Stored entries
Segment Open
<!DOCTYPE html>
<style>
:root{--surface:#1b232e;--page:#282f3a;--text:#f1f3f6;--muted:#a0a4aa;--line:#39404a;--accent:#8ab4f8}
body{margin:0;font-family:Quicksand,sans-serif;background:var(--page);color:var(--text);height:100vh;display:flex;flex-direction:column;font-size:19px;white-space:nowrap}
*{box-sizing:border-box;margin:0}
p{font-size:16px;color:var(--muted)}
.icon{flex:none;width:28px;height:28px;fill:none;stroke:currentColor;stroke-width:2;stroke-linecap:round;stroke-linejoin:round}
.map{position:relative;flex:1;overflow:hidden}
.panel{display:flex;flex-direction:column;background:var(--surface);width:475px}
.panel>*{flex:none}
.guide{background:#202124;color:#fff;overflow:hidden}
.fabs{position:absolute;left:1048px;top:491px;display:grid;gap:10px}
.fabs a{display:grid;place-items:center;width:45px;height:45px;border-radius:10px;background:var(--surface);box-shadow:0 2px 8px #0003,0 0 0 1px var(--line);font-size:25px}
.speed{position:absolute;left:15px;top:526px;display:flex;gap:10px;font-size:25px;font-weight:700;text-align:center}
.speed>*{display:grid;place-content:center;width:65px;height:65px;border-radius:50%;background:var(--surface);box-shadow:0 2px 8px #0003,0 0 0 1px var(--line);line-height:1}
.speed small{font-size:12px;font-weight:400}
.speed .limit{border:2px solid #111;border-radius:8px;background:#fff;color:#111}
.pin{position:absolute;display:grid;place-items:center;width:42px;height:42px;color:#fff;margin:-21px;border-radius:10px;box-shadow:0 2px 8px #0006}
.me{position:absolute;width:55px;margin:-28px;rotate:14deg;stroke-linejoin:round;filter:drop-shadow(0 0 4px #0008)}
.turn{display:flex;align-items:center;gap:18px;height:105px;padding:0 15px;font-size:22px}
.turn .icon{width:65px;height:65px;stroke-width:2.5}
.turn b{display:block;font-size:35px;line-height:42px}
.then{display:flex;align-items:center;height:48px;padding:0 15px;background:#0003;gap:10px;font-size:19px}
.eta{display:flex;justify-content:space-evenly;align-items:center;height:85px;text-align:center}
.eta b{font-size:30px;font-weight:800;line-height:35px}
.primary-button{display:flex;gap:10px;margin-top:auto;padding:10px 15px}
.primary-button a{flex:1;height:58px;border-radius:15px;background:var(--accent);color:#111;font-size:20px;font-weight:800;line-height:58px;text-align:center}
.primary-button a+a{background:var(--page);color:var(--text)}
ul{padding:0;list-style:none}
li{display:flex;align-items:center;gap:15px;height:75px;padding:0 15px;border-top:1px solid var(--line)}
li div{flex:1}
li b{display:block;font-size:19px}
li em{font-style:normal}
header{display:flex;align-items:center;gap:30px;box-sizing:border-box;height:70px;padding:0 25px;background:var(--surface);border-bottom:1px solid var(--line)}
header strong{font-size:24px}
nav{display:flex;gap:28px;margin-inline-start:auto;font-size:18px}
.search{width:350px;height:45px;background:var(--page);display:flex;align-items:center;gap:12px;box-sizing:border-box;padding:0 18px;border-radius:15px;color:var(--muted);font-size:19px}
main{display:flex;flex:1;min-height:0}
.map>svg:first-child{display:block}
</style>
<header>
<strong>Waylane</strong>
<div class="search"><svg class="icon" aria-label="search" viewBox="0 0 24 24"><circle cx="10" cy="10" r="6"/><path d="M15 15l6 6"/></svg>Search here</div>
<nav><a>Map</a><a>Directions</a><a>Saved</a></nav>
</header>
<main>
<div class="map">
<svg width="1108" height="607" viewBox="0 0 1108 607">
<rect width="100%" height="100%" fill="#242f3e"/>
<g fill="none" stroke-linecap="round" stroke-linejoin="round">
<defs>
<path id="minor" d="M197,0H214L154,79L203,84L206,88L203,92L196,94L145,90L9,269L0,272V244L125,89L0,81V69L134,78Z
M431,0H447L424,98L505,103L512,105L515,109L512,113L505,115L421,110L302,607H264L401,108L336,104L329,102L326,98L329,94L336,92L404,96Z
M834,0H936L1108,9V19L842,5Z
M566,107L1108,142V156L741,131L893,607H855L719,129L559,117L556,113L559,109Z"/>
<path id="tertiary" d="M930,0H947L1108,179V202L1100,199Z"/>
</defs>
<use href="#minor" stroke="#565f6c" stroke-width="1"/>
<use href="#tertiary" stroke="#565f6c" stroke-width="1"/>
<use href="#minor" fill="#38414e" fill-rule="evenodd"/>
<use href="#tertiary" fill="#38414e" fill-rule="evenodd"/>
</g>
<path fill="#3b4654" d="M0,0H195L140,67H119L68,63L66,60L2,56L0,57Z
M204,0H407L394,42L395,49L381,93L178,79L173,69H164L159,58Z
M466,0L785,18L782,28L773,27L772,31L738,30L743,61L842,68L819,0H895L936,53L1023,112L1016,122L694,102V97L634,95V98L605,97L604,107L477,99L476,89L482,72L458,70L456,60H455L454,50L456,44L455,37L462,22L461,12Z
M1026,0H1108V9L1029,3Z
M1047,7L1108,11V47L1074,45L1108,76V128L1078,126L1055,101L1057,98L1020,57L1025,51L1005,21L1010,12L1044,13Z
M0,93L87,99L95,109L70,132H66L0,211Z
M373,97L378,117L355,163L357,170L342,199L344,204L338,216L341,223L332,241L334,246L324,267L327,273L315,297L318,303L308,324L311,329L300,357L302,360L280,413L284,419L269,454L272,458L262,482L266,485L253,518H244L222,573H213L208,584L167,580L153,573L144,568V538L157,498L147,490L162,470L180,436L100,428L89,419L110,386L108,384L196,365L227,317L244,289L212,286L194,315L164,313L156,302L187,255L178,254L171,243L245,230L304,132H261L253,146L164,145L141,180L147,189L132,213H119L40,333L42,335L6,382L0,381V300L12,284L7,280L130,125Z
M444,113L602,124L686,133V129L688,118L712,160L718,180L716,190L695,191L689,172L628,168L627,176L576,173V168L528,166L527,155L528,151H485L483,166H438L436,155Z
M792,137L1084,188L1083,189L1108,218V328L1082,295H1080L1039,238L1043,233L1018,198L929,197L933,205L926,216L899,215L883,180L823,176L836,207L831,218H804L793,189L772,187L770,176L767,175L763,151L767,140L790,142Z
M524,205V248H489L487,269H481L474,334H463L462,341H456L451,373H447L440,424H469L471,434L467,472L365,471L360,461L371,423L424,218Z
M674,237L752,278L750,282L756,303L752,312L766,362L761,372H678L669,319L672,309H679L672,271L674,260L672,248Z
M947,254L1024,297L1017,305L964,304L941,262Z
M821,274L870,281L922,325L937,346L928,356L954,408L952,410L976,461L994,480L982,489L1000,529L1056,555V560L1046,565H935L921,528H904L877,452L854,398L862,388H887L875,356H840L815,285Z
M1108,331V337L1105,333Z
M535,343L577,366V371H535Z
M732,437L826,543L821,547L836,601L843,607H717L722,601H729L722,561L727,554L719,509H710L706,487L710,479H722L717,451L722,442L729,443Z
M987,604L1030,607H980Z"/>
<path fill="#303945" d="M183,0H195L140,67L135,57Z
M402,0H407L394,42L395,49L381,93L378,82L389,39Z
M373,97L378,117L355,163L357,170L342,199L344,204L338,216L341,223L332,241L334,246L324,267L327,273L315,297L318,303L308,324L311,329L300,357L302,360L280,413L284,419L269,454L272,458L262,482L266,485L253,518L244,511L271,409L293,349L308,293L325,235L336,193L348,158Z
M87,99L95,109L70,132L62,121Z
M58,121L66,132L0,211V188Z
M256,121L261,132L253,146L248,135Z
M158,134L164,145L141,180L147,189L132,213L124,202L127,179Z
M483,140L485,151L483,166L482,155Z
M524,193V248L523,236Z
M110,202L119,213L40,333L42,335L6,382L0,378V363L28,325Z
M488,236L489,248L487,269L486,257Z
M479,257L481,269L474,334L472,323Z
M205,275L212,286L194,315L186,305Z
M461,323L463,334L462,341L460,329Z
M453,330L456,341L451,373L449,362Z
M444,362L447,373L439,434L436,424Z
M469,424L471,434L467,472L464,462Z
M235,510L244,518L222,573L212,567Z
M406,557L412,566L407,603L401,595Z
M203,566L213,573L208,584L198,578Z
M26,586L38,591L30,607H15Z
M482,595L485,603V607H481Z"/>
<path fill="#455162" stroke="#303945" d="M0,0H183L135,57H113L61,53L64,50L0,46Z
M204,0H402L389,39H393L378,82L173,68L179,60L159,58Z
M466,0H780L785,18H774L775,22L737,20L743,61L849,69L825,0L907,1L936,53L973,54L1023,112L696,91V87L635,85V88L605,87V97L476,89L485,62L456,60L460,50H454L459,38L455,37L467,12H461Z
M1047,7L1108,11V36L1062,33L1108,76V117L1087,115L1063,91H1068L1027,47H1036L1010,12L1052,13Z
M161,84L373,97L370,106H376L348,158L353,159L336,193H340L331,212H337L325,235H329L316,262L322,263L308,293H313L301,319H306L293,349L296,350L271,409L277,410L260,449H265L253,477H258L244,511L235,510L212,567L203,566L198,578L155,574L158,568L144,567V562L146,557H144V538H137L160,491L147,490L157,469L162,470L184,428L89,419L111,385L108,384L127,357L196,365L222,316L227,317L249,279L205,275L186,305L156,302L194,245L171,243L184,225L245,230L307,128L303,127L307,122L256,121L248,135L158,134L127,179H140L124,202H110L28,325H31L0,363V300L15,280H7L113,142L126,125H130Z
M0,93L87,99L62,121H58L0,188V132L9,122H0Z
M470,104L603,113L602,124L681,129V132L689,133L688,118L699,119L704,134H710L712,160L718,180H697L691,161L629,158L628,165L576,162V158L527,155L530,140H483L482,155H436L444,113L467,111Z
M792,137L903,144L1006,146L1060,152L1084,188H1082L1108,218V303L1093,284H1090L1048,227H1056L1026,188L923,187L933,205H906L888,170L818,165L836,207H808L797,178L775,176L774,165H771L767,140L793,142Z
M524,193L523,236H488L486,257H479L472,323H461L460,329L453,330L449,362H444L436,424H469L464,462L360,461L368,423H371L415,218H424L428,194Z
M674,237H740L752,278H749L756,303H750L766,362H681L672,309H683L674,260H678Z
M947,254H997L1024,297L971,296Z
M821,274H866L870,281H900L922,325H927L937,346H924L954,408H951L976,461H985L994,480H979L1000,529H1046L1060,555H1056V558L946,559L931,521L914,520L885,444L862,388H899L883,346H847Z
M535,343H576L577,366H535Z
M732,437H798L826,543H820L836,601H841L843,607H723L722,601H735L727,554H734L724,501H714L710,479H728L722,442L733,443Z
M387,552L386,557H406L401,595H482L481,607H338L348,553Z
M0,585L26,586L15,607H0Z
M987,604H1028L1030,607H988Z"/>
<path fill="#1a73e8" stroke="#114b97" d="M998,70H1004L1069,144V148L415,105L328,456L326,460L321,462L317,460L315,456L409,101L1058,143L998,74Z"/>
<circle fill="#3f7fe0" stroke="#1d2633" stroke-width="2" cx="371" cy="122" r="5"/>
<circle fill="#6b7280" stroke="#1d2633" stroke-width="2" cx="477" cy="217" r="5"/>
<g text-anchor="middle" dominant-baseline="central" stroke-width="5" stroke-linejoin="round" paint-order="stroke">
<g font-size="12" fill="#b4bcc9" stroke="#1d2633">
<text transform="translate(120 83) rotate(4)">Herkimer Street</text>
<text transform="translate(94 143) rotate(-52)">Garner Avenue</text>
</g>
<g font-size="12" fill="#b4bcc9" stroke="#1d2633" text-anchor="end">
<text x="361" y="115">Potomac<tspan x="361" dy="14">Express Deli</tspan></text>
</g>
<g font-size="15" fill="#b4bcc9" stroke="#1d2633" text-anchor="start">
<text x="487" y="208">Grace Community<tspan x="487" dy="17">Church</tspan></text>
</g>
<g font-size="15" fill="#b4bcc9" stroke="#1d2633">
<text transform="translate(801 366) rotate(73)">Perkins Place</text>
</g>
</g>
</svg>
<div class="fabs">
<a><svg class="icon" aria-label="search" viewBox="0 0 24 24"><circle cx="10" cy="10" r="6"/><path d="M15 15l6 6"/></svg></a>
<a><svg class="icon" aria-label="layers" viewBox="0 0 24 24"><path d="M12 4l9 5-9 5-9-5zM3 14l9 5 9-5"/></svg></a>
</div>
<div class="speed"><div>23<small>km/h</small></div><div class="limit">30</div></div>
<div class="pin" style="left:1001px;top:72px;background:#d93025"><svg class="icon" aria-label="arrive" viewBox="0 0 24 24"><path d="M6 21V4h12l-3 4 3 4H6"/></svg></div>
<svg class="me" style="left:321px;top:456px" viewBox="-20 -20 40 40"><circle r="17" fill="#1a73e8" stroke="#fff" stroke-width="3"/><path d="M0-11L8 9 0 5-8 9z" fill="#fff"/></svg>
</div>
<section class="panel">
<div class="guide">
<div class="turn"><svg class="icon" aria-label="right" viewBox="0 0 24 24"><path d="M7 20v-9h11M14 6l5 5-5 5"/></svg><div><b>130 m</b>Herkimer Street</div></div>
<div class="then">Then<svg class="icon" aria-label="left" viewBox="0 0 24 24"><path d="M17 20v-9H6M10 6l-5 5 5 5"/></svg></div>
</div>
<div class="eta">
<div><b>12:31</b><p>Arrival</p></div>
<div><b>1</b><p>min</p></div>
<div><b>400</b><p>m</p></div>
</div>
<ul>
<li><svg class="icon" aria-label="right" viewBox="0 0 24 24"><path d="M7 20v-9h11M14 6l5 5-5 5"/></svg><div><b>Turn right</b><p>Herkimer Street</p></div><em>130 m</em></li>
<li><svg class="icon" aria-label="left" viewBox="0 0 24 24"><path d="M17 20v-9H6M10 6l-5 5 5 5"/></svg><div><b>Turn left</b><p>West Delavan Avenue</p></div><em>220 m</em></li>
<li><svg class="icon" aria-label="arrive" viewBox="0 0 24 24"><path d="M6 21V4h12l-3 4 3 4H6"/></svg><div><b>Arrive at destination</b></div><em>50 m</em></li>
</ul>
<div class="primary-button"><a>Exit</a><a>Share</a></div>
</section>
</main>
Segment Closed
__ASSIGNMENT__
Look over the records. Copy the lines that include the word "linecap".

__EXERCISE RESULT__
.icon{flex:none;width:28px;height:28px;fill:none;stroke:currentColor;stroke-width:2;stroke-linecap:round;stroke-linejoin:round}
<g fill="none" stroke-linecap="round" stroke-linejoin="round">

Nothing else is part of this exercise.